Don't Hold Your Breath for a 'Too Hot for Work' Lawsuit


Lauren Odes and lawyer Gloria Allred at the "Too Hot for Work?" discrimination lawsuit press conference in New York

Photograph by Ben Hider/Getty Images

Lauren Odes and lawyer Gloria Allred at the "Too Hot for Work?" discrimination lawsuit press conference in New York

Remember the saga of Debrahlee Lorenzana, the sultry single mom who claimed that she was fired from Citibank (C) after her bosses said she was too attractive? Lorenzana says she was told she wasn’t allowed to wear common office attire, including pencil skirts and three-inch heels, because she was distracting the men in the office. When she refused to change her clothes, she says, she was let go. Citibank said she was fired for poor performance. The case went to arbitration, and she lost.

Now a second woman is making a similar complaint. At a press conference in New York on Monday, 29-year-old Lauren Odes alleged that her bosses at Native Intimates, a lingerie wholesaler in Midtown Manhattan, fired her for being too attractive. The trouble began soon after she started the job in April, her lawyer Gloria Allred said. (Allred, who seems to appear magically with a podium and microphone whenever someone levels a high-profile gender-discrimination complaint, also represented Lorenzana for a short time.) Odes’s job was data entry and shipping samples to customers. On her second day, Allred said, Odes wore a dress to work that was “neither revealing nor inappropriate and would be acceptable in nearly any office setting.” Odes claims she was pulled aside by her supervisors, who told her that the owner, who is an Orthodox Jew, had complained she was drawing attention to herself and should not wear the outfit for her own safety. She said she was told to dress differently and wear an alternate lipstick, even though Odes was wearing only clear lip balm. The supervisor then allegedly told Odes that she was “just too hot for this office. Maybe you should wear your boyfriend’s T-shirt and sweat pants.”

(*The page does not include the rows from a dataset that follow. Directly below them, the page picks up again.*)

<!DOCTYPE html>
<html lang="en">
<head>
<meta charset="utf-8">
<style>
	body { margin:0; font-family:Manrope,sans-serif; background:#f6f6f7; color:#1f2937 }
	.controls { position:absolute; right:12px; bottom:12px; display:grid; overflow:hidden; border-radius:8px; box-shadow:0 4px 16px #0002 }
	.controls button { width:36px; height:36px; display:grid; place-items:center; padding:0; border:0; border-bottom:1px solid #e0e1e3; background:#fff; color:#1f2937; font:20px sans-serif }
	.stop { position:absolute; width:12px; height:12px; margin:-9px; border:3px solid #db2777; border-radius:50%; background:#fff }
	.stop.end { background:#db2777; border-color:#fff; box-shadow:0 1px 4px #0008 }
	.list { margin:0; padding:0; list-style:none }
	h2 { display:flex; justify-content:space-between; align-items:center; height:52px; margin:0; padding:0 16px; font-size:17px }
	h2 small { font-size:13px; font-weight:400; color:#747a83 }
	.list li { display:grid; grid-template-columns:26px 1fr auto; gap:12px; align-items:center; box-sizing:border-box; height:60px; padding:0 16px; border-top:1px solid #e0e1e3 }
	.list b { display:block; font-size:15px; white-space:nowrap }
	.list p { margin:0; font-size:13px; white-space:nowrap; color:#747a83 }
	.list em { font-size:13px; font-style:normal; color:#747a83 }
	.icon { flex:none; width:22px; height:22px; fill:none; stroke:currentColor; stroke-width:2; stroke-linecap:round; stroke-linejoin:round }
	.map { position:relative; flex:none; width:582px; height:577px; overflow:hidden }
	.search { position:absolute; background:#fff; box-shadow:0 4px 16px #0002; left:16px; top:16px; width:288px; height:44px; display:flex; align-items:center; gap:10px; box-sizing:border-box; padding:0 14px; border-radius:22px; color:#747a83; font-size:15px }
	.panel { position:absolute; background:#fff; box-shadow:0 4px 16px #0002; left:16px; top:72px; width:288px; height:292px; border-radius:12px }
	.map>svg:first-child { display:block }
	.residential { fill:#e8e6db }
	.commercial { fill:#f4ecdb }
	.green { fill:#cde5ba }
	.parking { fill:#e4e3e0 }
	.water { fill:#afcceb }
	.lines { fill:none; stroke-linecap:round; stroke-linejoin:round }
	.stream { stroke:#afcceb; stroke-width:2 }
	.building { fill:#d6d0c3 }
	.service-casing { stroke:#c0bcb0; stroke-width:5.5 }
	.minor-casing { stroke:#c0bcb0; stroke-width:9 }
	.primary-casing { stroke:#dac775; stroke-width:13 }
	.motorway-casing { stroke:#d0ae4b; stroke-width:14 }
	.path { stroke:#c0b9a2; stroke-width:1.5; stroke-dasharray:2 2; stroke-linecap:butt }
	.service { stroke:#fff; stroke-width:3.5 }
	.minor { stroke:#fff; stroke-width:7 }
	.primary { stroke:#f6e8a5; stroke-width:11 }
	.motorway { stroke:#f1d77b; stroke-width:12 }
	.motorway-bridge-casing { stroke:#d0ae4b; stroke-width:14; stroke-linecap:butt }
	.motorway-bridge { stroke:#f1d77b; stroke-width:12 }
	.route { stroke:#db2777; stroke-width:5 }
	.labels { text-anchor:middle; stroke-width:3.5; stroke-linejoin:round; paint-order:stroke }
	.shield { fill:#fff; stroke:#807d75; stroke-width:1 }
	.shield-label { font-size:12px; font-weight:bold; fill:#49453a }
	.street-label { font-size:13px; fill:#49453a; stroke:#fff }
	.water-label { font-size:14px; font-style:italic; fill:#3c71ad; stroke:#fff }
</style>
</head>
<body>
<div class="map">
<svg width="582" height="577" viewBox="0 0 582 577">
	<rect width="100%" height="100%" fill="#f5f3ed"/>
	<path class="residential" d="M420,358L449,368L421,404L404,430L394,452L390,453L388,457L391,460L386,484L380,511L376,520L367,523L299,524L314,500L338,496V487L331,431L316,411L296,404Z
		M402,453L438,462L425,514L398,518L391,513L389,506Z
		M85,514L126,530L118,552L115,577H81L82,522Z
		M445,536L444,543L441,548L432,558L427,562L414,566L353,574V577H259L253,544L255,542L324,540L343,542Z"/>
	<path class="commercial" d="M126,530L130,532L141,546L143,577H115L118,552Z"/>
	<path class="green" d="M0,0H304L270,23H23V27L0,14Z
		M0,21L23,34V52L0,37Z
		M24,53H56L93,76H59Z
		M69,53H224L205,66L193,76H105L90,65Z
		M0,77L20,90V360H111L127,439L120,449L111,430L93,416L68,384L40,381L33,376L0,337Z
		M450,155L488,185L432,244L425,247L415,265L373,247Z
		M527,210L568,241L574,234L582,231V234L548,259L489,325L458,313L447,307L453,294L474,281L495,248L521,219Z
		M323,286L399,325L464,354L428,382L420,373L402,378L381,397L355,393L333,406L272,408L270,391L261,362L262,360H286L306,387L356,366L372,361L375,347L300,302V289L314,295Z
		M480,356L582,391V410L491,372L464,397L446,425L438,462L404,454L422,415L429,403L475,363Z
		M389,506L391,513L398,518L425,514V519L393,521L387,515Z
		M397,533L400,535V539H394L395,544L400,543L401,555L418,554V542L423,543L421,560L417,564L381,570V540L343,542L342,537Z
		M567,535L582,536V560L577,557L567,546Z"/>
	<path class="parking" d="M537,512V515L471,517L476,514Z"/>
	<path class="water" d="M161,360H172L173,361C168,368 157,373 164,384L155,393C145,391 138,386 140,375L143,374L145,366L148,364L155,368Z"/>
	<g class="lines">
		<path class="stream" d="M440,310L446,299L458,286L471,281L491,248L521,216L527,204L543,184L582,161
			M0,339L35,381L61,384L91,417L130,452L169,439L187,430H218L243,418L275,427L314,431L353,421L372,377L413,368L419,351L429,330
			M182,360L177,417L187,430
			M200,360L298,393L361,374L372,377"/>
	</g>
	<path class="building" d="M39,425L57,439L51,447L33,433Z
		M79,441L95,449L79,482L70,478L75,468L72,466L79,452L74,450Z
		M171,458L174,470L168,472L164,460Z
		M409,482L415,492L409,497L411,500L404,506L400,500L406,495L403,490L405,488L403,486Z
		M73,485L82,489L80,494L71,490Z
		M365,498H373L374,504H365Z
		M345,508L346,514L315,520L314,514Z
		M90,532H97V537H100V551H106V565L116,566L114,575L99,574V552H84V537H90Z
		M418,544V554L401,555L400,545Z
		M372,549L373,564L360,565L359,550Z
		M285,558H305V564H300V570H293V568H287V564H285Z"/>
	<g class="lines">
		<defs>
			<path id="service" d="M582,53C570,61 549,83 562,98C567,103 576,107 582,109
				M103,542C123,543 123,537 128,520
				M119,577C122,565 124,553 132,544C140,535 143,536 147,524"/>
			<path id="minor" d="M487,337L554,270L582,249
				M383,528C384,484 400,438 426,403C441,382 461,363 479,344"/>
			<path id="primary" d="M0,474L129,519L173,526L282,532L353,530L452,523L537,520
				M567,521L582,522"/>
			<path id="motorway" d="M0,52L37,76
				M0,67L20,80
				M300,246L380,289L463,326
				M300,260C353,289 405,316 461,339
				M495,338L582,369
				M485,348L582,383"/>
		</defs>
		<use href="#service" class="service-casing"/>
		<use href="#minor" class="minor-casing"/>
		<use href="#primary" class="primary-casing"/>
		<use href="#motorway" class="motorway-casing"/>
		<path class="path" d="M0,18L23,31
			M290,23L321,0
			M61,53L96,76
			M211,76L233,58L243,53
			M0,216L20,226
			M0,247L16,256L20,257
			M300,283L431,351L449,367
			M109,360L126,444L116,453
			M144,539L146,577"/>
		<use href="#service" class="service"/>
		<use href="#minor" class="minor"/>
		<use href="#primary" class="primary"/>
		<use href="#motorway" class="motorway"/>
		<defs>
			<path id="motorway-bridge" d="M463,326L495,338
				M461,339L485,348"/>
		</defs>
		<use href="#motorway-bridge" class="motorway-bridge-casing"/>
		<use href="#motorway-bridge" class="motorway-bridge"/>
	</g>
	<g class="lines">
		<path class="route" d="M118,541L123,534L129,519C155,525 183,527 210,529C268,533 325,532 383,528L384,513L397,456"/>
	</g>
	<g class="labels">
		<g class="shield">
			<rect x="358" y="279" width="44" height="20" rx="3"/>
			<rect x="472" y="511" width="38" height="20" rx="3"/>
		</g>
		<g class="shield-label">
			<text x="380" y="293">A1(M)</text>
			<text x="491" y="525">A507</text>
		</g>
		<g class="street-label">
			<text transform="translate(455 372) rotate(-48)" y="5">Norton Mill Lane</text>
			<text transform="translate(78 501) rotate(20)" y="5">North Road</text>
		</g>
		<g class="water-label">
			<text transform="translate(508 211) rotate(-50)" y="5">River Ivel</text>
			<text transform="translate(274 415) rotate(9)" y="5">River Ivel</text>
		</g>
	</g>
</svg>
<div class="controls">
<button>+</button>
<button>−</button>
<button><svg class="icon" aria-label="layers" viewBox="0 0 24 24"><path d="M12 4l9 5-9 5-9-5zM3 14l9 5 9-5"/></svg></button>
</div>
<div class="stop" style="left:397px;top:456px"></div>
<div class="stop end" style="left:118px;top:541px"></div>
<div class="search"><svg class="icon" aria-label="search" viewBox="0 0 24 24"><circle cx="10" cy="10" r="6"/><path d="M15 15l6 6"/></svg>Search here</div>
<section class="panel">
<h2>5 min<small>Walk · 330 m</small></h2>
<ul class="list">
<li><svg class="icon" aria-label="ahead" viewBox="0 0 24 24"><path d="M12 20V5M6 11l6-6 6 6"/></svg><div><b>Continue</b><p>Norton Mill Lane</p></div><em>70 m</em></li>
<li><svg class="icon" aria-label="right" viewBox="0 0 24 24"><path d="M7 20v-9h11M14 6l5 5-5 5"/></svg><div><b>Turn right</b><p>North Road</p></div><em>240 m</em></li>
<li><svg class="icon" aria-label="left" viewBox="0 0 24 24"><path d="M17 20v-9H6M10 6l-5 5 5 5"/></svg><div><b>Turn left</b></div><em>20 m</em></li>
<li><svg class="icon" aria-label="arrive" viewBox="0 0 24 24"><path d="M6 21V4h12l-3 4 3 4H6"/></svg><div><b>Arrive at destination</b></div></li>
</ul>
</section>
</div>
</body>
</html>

Things only got worse from there, she claims. The following day, Odes wore a gray T-shirt over black leggings. She said the supervisor told her it wasn’t good enough for the owner. He allegedly suggested that she tape her breasts down to make them appear smaller. The following day, Odes wore a black dress that fell to her knees, along with stockings and tall boots. The supervisor complained, handed her an oversized red bathrobe from a sample rack, and suggested she wear it over her clothes. Odes says she broke down crying and went across the street to buy a new sweater. While she was out, she says, her boss called her cell phone and fired her.

Native Intimates did not respond to a request for comment.

Odes has filed a complaint with the U.S. Equal Employment Opportunity Commission. She could be in for a long wait. The EEOC has six months to weigh in on her complaint. At that point, the agency could bring a case against the company. But it’s more likely that the EEOC will decline to go forward. The agency takes action only a small percentage of the time. Odes could bring a lawsuit on her own, in federal or state court. That could take at least another two years, and likely much longer.

And even if Odes prevails in court, she’d be unlikely to see much in the way of damages. She doesn’t claim that her employer asked her for sex or traumatized her with lewd photos, the kind of claims that tend to garner big payouts from juries.